Activités d'apprentissages prévues et méthodes d'enseignement :
“Socratische methode”, met actieve klasparticipatie en levendige discussies omtrent de doelstellingen alsook voor- en nadelen van de wetgeving. Steeds worden de theoretische regels ook getoetst aan de praktijk.
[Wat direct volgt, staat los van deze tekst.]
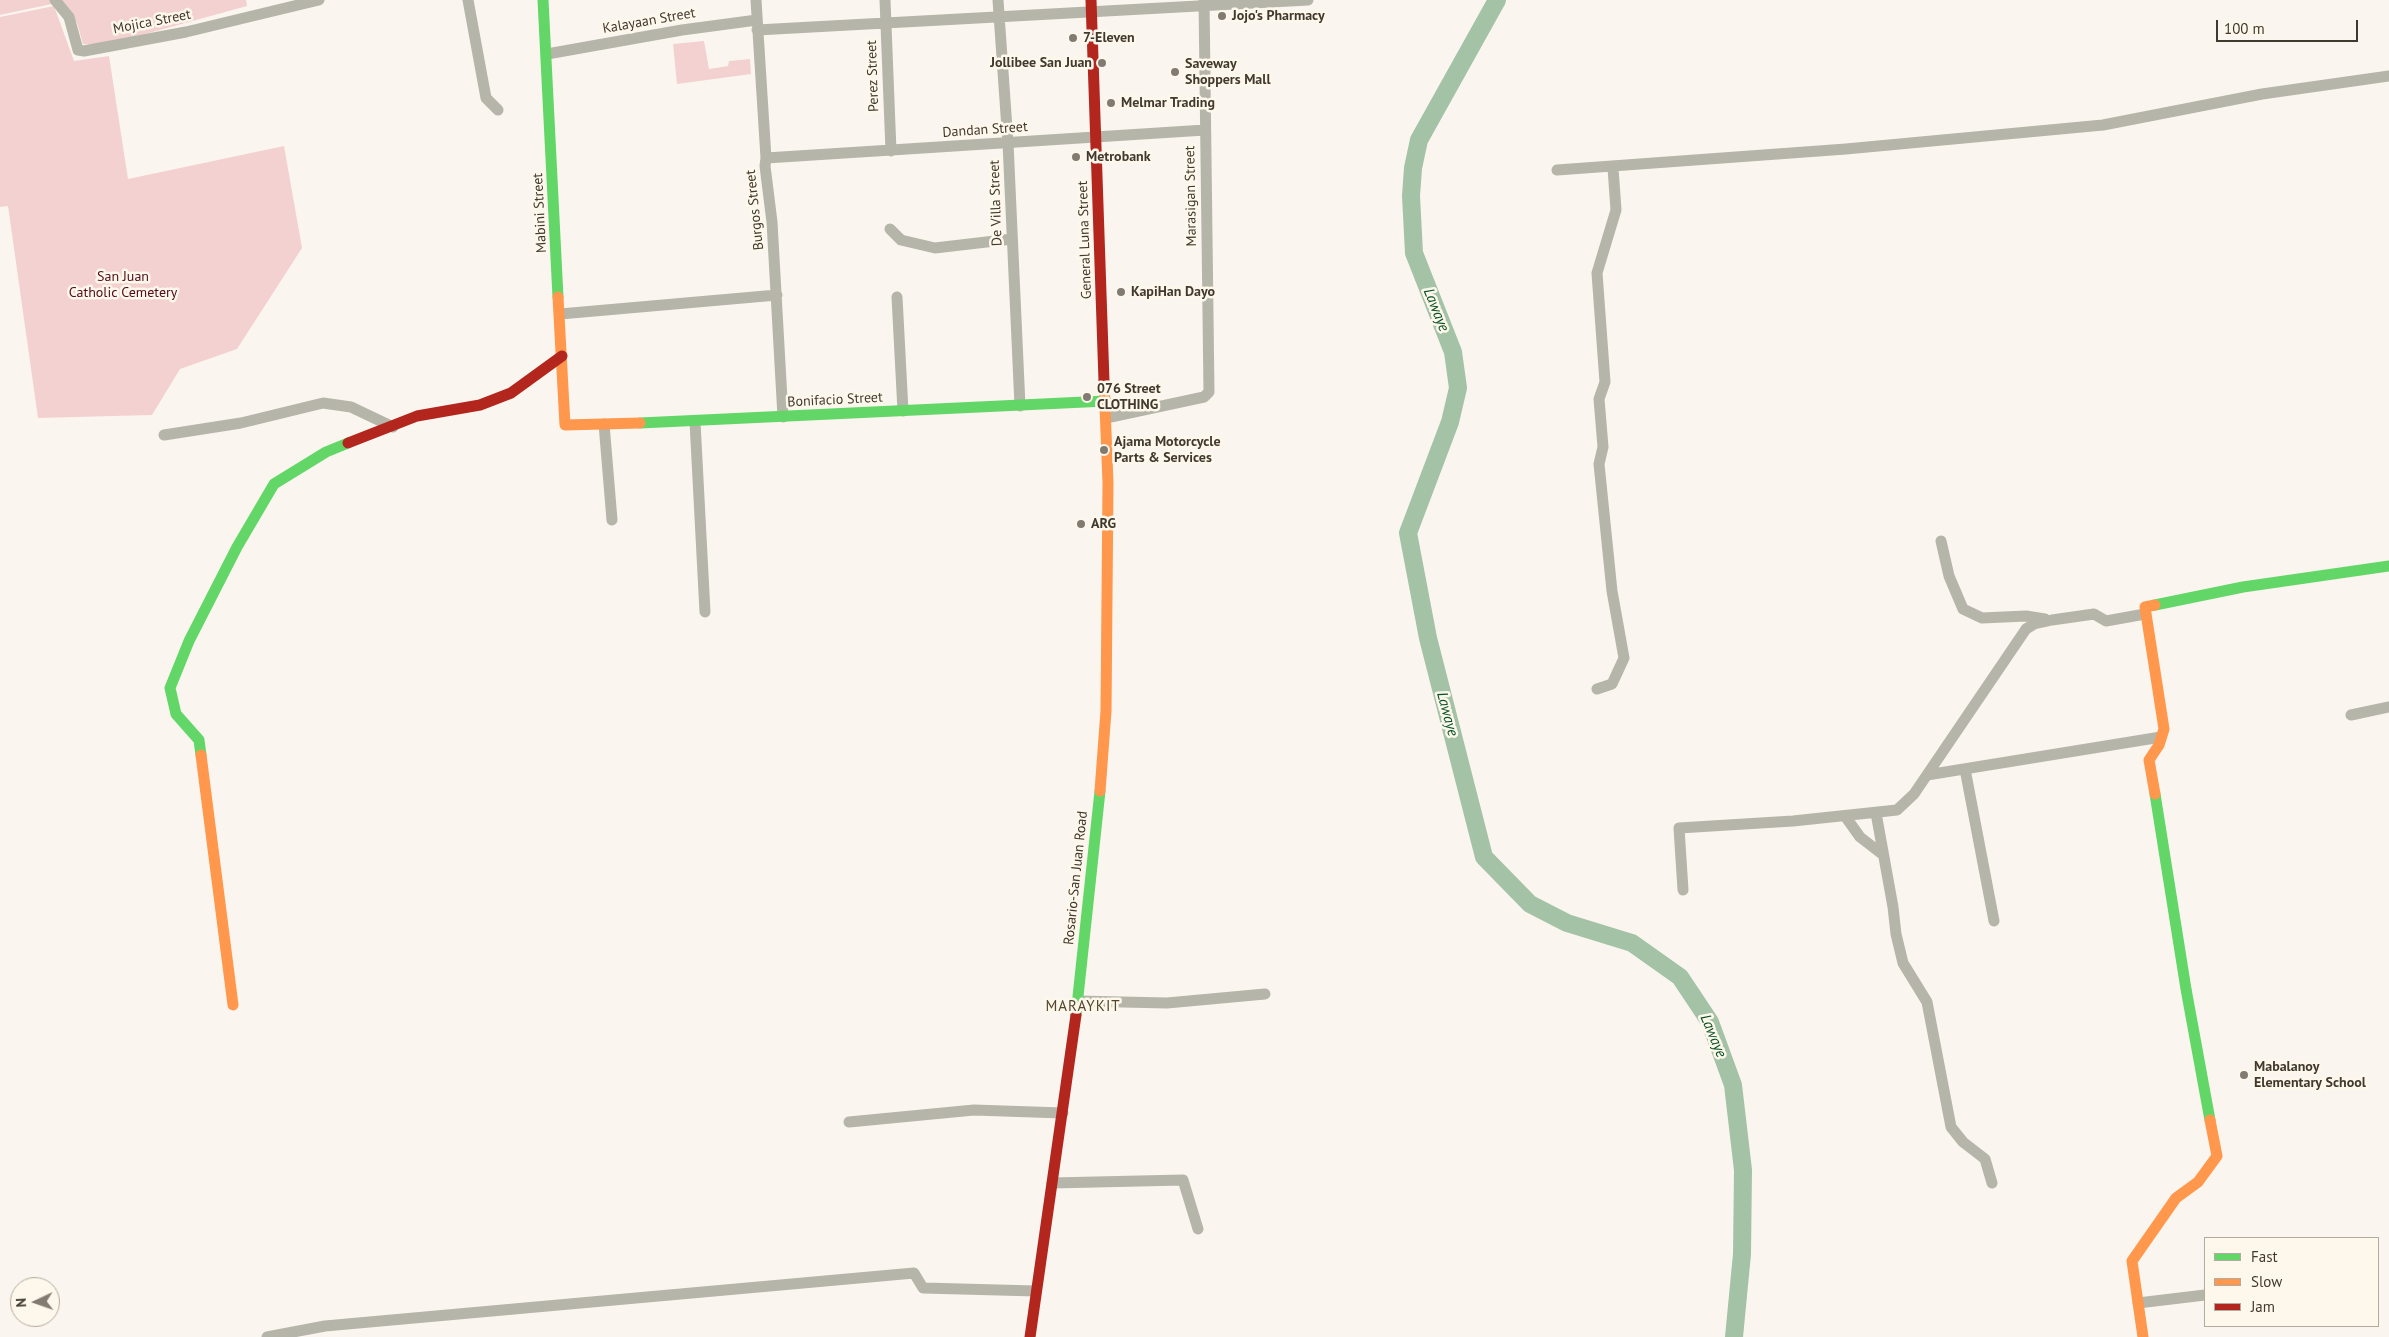 <!DOCTYPE html>
<style>
body{margin:0}
#map{position:relative;width:2389px;height:1337px;overflow:hidden;background:#faf6ef;font-family:"PT Sans",sans-serif}
canvas{display:block}
.legend{position:absolute;left:2204px;top:1237px;width:175px;height:90px;box-sizing:border-box;background:#fef7eb;border:1px solid #b2ab9f;margin:0;padding:6px 9px;list-style:none;font-size:15px;color:#40392d}
.legend li{display:flex;align-items:center;gap:10px;height:25px}
.legend b{width:25px;border:1px solid #b2ab9f}
.north{position:absolute;left:10px;top:1277px;width:50px;height:50px;box-sizing:border-box;background:#fef7eb;border:1px solid #b2ab9f;border-radius:50%;rotate:267deg;font-size:14px;font-weight:700;line-height:20px;text-align:center;color:#40392d}
.north::after{content:'';display:block;margin:auto;width:18px;height:22px;background:#817b71;clip-path:polygon(50% 0,100% 100%,50% 72%,0 100%)}
.scale{position:absolute;left:2216px;top:20px;width:142px;height:22px;box-sizing:border-box;border:2px solid #40392d;border-top:0;padding-left:6px;font-size:15px;line-height:18px;white-space:nowrap;color:#40392d;-webkit-text-stroke:4px #fef7eb;paint-order:stroke}
</style>
<div id="map">
<canvas width="2389" height="1337"></canvas>
<ul class="legend">
<li><b style="height:6px;background:#63d668"></b>Fast</li>
<li><b style="height:6px;background:#ff974d"></b>Slow</li>
<li><b style="height:6px;background:#b3261e"></b>Jam</li>
</ul>
<div class="north">N</div>
<div class="scale">100 m</div>
</div>
<script>
const ctx = document.querySelector('canvas').getContext('2d');
ctx.lineJoin = 'round';
function fillPath(path, color) {
  ctx.fillStyle = color;
  ctx.fill(path, 'evenodd');
}
function toPath(rows) {
  const path = new Path2D();
  for (const r of rows) {
    path.moveTo(r[0], r[1]);
    for (let i = 2; i < r.length; i += 2) path.lineTo(r[i], r[i + 1]);
  }
  return path;
}
function trace(path, color, width, dash) {
  ctx.strokeStyle = color;
  ctx.lineWidth = width;
  ctx.lineCap = dash ? 'butt' : 'round';
  ctx.setLineDash(dash || []);
  ctx.stroke(path);
}
function label(font, color, halo, rows, align = 'center') {
  ctx.font = font + ' "PT Sans",sans-serif';
  ctx.lineWidth = 5;
  ctx.setLineDash([]);
  ctx.textBaseline = 'middle';
  ctx.strokeStyle = halo;
  ctx.fillStyle = color;
  for (const [text, x, y, turn = 0] of rows) {
    ctx.save();
    ctx.translate(x, y);
    ctx.rotate((+turn || 0) * Math.PI / 180);
    ctx.textAlign = isNaN(turn) ? turn : align;
    if (halo) ctx.strokeText(text, 0, 0);
    ctx.fillText(text, 0, 0);
    ctx.restore();
  }
}
const green = toPath([
 [0,0,246,0,247,6,149,33,94,45,83,44,77,23,61,2,0,15],
 [54,6,74,61,109,56,128,179,284,146,302,248,237,349,180,369,152,415,38,418,8,206,0,207,0,17],
 [704,41,709,69,728,66,729,61,750,59,751,74,677,84,673,44]
]);
const river = toPath([
 [1497,0,1419,140,1413,168,1411,196,1414,253,1453,352,1458,388,1450,422,1408,533,1428,638,1484,857,1530,904,1567,923,1632,943,1680,977,1710,1022,1733,1085,1743,1170,1742,1254,1734,1337]
]);
const street = toPath([
 [55,0,69,17,78,50,84,51,186,32,319,0],
 [468,0,486,98,498,110],
 [756,0,766,158,765,166,772,222,783,417],
 [885,0,891,151],
 [998,0,1008,143,1020,406],
 [757,30,1308,0],
 [547,54,682,30,757,20],
 [766,158,1205,130],
 [1557,170,1846,149,2103,125,2262,94,2389,76],
 [890,229,901,240,935,248,1012,239],
 [897,297,903,411],
 [560,314,777,295],
 [1106,418,1204,397,1209,392,1204,0],
 [695,422,705,612],
 [604,424,612,520],
 [164,435,241,423,323,403,351,407,393,427],
 [1941,541,1949,576,1963,609,1982,618,2026,616,2045,619],
 [1597,689,1612,684,1624,658,1612,591,1599,464,1603,447,1599,399,1605,382,1597,273,1616,210,1613,168],
 [2351,715,2389,707],
 [1965,769,1994,921],
 [1927,775,2161,737],
 [1876,813,1893,907,1896,934,1903,963,1927,1002,1951,1127,1963,1142,1985,1159,1992,1183],
 [1845,816,1860,837,1882,854],
 [1683,890,1679,828,1793,821,1897,810,1914,794,2026,629,2034,624,2052,620,2094,614,2106,621,2145,614],
 [1078,1001,1167,1003,1265,994],
 [849,1122,974,1110,1063,1113],
 [1052,1183,1183,1180,1198,1229],
 [2138,1303,2205,1295],
 [267,1337,325,1326,914,1273,923,1288,1036,1291]
]);
const fast = toPath([
 [543,0,558,297],
 [640,423,1106,401],
 [2155,605,2243,587,2389,566],
 [201,755,199,740,176,714,170,688,189,641,237,547,274,484,326,452,348,443],
 [2155,794,2186,989,2210,1120],
 [1076,1015,1100,791]
]);
const slow = toPath([
 [558,297,565,425,640,423],
 [201,755,233,1005],
 [1100,791,1106,711,1108,483,1104,381],
 [2155,794,2149,760,2159,745,2164,729,2145,607,2155,605],
 [2143,1337,2132,1261,2176,1198,2198,1182,2217,1156,2210,1120]
]);
const jam = toPath([
 [1091,0,1104,381],
 [348,443,417,416,480,405,511,393,562,356],
 [1030,1337,1076,1015]
]);
const markers = [
 [1222,16,5,"#817b71"],
 [1073,38,5,"#817b71"],
 [1102,63,5,"#817b71"],
 [1175,72,5,"#817b71"],
 [1111,103,5,"#817b71"],
 [1076,157,5,"#817b71"],
 [1121,292,5,"#817b71"],
 [1087,397,5,"#817b71"],
 [1104,450,5,"#817b71"],
 [1081,524,5,"#817b71"],
 [2244,1075,5,"#817b71"]
];
const poiNames = [
 ["Jojo's Pharmacy",1232,16],
 ["7-Eleven",1083,38],
 ["Jollibee San Juan",1092,63,"right"],
 ["Saveway",1185,64],
 ["Shoppers Mall",1185,80],
 ["Melmar Trading",1121,103],
 ["Metrobank",1086,157],
 ["KapiHan Dayo",1131,292],
 ["076 Street",1097,389],
 ["CLOTHING",1097,405],
 ["Ajama Motorcycle",1114,442],
 ["Parts & Services",1114,458],
 ["ARG",1091,524],
 ["Mabalanoy",2254,1067],
 ["Elementary School",2254,1083]
];
const streetNames = [
 ["Kalayaan Street",649,21,-10],
 ["Mojica Street",152,22,-11],
 ["Perez Street",873,76,-92],
 ["Dandan Street",985,130,-4],
 ["Marasigan Street",1191,196,-91],
 ["De Villa Street",996,203,-92],
 ["Burgos Street",755,210,-96],
 ["Mabini Street",540,213,-93],
 ["General Luna Street",1085,240,-92],
 ["Bonifacio Street",835,400,-3],
 ["Rosario-San Juan Road",1076,878,-84]
];
const parkNames = [
 ["San Juan",123,277],
 ["Catholic Cemetery",123,293]
];
const waterNames = [
 ["Lawaye",1436,310,68],
 ["Lawaye",1447,714,75],
 ["Lawaye",1713,1036,67]
];
const neighbourhoodNames = [
 ["MARAYKIT",1083,1007]
];
fillPath(green, '#f3d1d0');
trace(river, '#a3c2a6', 18);
trace(street, '#b5b5a9', 11);
trace(fast, '#63d668', 11);
trace(slow, '#ff974d', 11);
trace(jam, '#b3261e', 11);
for (const [x, y, r, color] of markers) {
  const dot = new Path2D();
  dot.arc(x, y, r, 0, 2 * Math.PI);
  ctx.fillStyle = color;
  ctx.fill(dot);
  trace(dot, '#fef7eb', 2);
}
label('bold 14px', '#40392d', '#fef7eb', poiNames, 'left');
label('14px', '#40392d', '#fef7eb', streetNames);
label('14px', '#520b1c', '#fef7eb', parkNames);
label('italic 15px', '#085225', '#fef7eb', waterNames);
ctx.letterSpacing = '1px';
label('15px', '#53462c', '#fef7eb', neighbourhoodNames);
ctx.letterSpacing = '0px';
</script>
Tijdens de lessen worden voorbeeldexamens gegeven; ook worden deze voorbeeldexamens samen opgelost, zodat de studenten op voorhand perfect kunnen inschatten wat van hen verwacht wordt en hoe zij de examens best voorbereiden.

Méthodes d'évaluation :
Het examen bestaat uit drie onderdelen:
(1) Een “gesloten boek” gedeelte (1 uur) waarbij de student wordt gevraagd om vijf begrippen uit de cursus te definiëren en contextualiseren;
(2) Een “open boek” gedeelte (1 uur) waarbij de student wordt gevraagd om een case study op te lossen aan de hand van de lesmaterialen;
(3) Een korte mondelinge presentatie (10 minuten) waarbij de student zijn/haar antwoorden kan duiden.
Door deze gemengde aanpak (een schriftelijk examen, dat mondeling wordt gepresenteerd) kan vermeden worden dat taalproblemen het resultaat negatief zouden beïnvloeden.
ATTENTION, SUITE AU CORONA VIRUS IL N'Y AURA PAS D'EXAMEN ORAL EN 19-20

Bibliographie :
Deze wordt meegedeeld bij de aanvang van de lessen. In elk geval is een Wetboek van de economische wetgeving nodig.